Final answer:
To find the diameter of the outer conductor of the RG-59B/U coaxial cable, you can use the formula for capacitance per unit length of a coaxial cable. Plug in the given values and solve for the diameter of the outer conductor.
Step-by-step explanation:
To find the diameter of the outer conductor of the RG-59B/U coaxial cable, we need to use the formula for the capacitance per unit length of a coaxial cable.

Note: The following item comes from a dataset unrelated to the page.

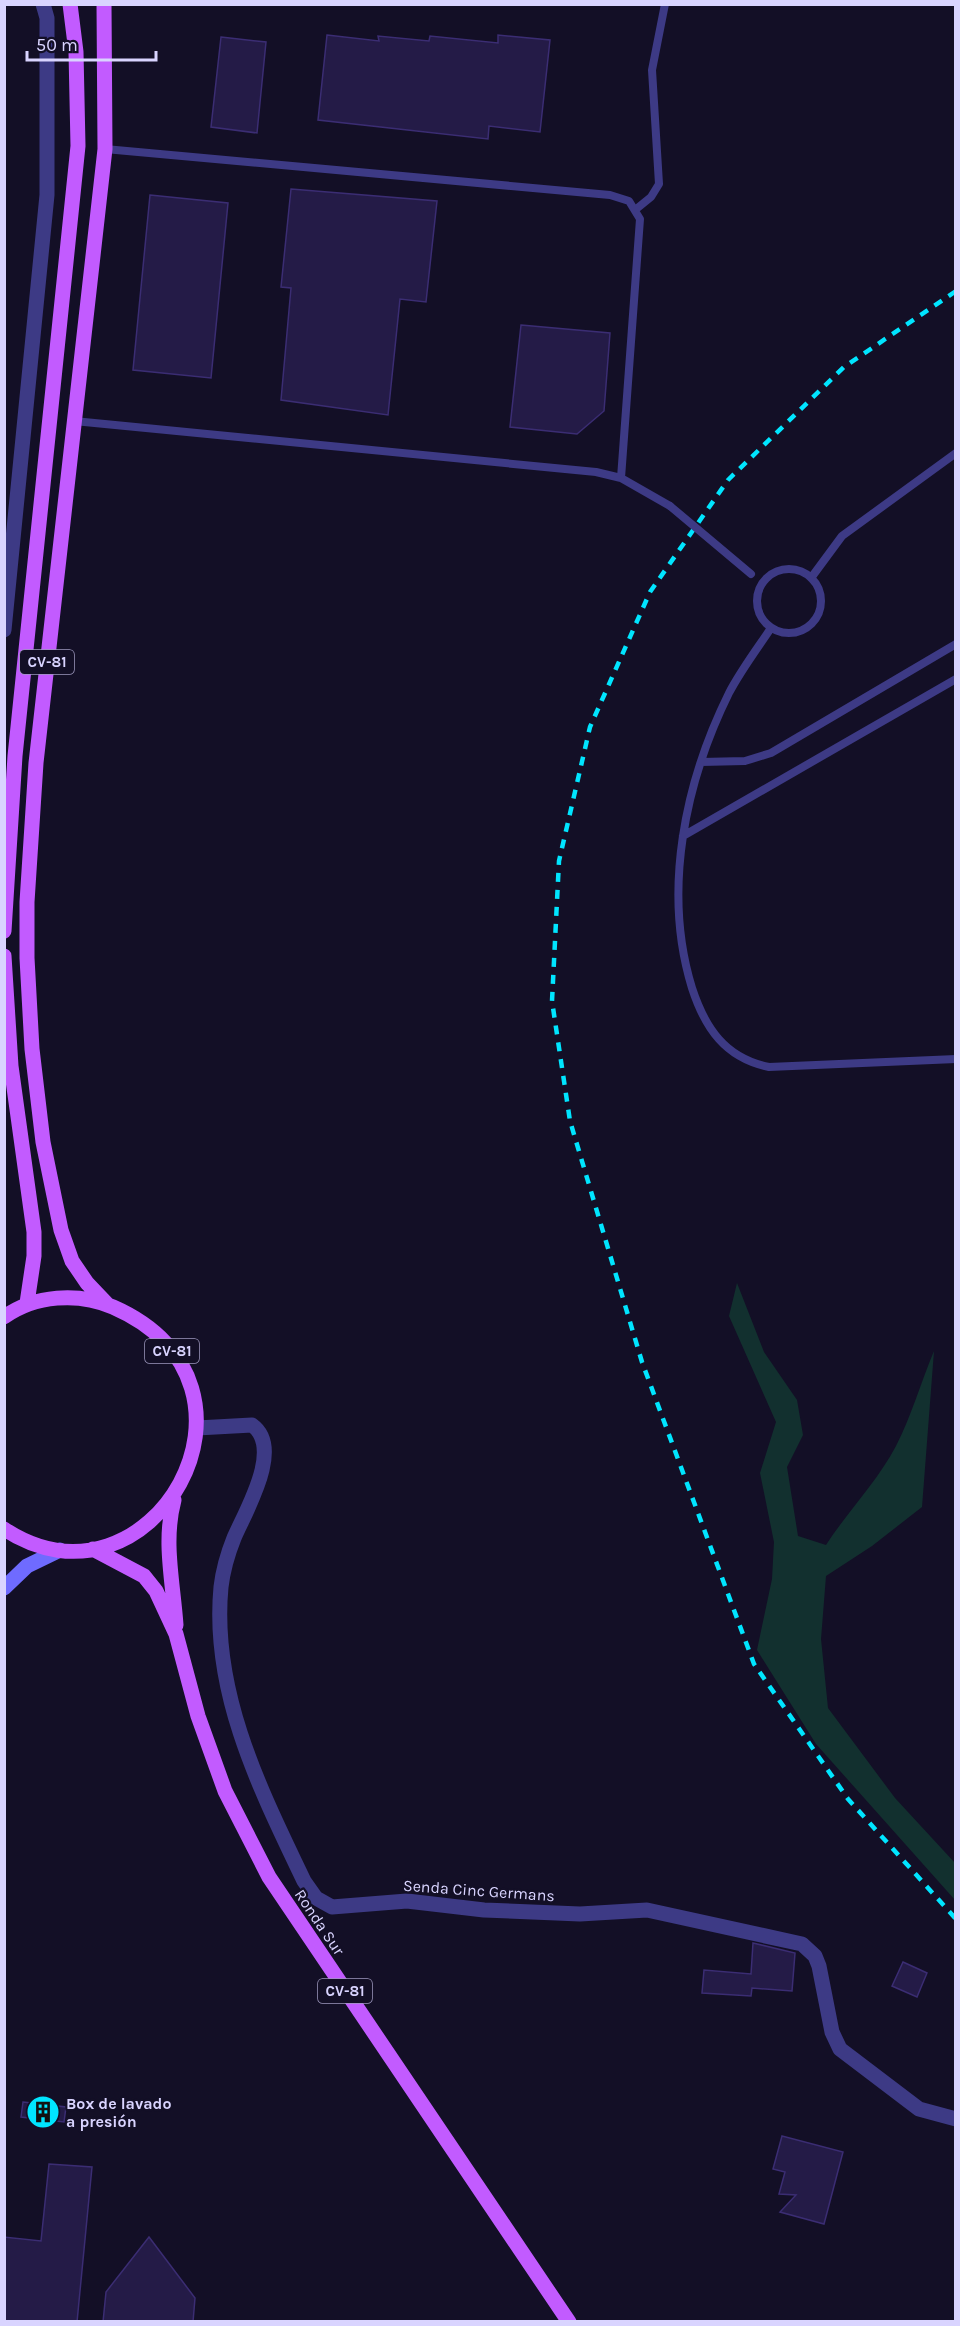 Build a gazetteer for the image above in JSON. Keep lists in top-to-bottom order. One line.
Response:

In this case, the capacitance per unit length is given by:
C = ((2πε₀εr)/(ln(b/a)) * (1/2π) * (1/L))
Where ε₀ is the permittivity of free space, εr is the relative permittivity of the insulation, b is the outer radius of the conductor, a is the inner radius of the conductor, and L is the inductance per unit length of the cable.
Plugging in the given values:
0.8 pF/m = ((2πε₀*4)/(ln(b/0.8)) * (1/2π) * (1/15 nH/m))
Simplifying the equation, we find:
b/0.8 = ((2πε₀*4)/(0.8 pF/m * 2π * 1/15 nH/m ))
And solving for b, we get:
b = 0.8 * ((2πε₀*4)/(0.8 pF/m * 2π * 1/15 nH/m ))
Therefore, the diameter of the outer conductor is 0.8 times the calculated value of b in cm.